Settings and Design: The study was carried out in the hospitals of King Saud University from 2009 to 2011 in order to assess the yield of HE in referred cases of clinical anemia.
Materials and Methods: A total of 1073 cases divided in two groups of males and females had undergone complete blood count and red blood cell morphology. Cellulose acetate HE was performed and all the positive results were reconfirmed on the high performance liquid chromatography (HPLC). The results were analyzed for the type of hemoglobinopathies. For statistical analysis Statistical Package for Social Sciences 15 version (SPSS Inc., Chicago, IL, USA) was used.

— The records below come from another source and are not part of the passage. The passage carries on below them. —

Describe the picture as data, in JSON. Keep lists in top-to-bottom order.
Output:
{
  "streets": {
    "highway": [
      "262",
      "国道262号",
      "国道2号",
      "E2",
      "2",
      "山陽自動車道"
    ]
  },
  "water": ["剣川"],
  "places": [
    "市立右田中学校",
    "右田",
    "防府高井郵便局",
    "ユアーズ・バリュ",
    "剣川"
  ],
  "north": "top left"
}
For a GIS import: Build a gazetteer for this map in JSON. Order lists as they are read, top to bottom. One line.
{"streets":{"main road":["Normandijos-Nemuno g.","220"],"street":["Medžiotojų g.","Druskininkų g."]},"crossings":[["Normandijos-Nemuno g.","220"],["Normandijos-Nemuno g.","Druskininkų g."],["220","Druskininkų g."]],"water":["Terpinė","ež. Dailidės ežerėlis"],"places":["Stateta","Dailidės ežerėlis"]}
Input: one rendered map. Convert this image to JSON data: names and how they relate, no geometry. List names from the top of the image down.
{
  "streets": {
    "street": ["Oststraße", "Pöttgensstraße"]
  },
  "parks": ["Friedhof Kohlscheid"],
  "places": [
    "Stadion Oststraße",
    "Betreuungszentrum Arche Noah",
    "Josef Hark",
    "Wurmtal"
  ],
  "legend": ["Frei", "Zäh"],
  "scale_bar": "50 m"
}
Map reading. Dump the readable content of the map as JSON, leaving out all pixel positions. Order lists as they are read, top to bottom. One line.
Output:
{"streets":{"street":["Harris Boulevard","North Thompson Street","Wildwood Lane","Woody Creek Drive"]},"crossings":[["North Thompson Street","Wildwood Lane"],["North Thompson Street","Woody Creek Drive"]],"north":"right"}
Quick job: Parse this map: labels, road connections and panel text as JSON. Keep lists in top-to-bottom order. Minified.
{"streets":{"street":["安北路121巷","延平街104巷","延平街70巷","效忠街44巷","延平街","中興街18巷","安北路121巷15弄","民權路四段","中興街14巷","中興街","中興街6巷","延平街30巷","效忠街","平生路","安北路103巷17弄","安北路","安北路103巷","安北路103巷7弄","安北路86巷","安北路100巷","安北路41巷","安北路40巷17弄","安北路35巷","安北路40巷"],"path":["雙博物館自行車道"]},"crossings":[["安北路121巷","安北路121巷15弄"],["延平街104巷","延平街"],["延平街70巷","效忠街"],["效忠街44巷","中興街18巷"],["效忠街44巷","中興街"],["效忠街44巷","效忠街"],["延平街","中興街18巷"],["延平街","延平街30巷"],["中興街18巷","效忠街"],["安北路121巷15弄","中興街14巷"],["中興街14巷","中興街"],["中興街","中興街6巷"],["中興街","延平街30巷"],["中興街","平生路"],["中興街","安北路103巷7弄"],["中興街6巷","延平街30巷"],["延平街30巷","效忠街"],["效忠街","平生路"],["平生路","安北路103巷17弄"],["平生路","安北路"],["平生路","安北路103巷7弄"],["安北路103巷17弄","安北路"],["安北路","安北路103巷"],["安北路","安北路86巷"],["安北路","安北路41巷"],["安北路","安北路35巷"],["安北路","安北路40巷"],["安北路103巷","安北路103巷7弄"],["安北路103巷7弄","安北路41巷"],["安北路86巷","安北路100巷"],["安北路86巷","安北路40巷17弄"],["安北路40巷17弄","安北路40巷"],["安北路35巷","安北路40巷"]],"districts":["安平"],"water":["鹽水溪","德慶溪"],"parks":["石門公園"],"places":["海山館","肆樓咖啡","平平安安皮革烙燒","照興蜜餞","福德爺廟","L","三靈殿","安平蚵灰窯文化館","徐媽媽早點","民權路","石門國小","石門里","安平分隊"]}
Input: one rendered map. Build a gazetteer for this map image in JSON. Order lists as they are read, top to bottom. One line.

Results: A total of 405 males and 668 females blood samples were included in the present study. 116 (28.5%) males and 167 (25%) females showed an abnormal pattern on HE. The incidence of beta thalassemia trait was higher in females while sickle cell trait was predominantly seen in males. Red cell indices were reduced considerably in thalassemias, but were unaffected in sickle cell disorders, except those which had concurrent alpha trait. The total yield of HE was 26.6% which was much less than expected.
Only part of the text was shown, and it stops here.